It was dry at first, but not for long as the first rain for nine weeks descended on the six hardy Windmillers who had gathered at 9.00am at The Red Lion in Great Wratting near Haverhill for coffee before placing their lunch orders. Maurice had gone electric again, Vernon was riding his son’s featherweight hi-tech bike (hoping there was no off-road in store) whilst Sandra, Roger, Victor and Martin were on their usual steeds.
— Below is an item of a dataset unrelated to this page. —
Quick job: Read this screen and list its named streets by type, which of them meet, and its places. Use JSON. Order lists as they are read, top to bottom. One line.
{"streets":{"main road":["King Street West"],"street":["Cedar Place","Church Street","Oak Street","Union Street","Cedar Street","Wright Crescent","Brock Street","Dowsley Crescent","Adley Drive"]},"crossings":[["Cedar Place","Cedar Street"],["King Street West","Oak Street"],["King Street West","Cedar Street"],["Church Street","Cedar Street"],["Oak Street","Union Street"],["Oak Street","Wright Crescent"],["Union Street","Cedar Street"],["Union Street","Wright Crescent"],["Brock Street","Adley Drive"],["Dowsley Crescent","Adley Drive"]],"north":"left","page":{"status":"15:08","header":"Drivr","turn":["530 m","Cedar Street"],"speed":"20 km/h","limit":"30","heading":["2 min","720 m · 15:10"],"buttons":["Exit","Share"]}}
It was not exactly tipping it down, just a few spits and spots to start with, but wet enough for Maurice not to get a very good grip on his pedals with his clippity clop cycle shoes and so after half a mile he returned to slip on some deck shoes which were more appropriate for the prevailing conditions, leaving the rest of the group sheltering behind a hedge whilst admiring the entrance to the local pig processing factory:
With Maurice having got a grip on his pedals we soon re-started and started a clockwise route through wet but still delightful Suffolk lanes. Here is the route taken:
The churches, houses and cottages in the villages we passed through all looked splendid and there was a general absence of potholes thanks to some recent repairs and re-gravelling, necessitating some careful riding at times. There were hills too, steep enough in the fields near Boxted for a blue ski run, according to Roger.
Thoughts of more coffee began at about the 15 mile mark but the destination was the old Station at Clare after 20 miles, by which time we needed to dry out a bit too. This is a favourite stop with coffee and cakes being served in the Waiting Room amongst all kinds of railway paraphernalia. The Eccles cakes were still warm, and very good too, likewise the coffee.
According to Wikipedia, Clare Castle was built shortly after the Norman conquest of England by Richard Fitz Gilbert. In the 14th century the castle was the home of Elizabeth de Clare, one of the richest women in England, who maintained a substantial household there. The castle passed into the hands of the Crown, and by the 16th century was in ruins. It was damaged by the construction of the Great Eastern Railway in 1867 which went through the middle of castle, which could perhaps be the origin of that old song about The railroad runs through the middle of the house, the middle of the house, the middle of the house etc.. Perhaps not.
Then it was 10 miles back to The Red Lion, with Maurice having just two of five blobs left on his battery gauge, in heavier rain but not torrential, and it was good to see John B’s car in the car park. We sat down to a good lunch and were later joined by John who had started his ride a bit later than the rest of us.
Thanks, Maurice, for organising the ride. We had the best part of a wet day judging by what came later.
PS. What came later was one of the wettest days ever recorded in Cavendish.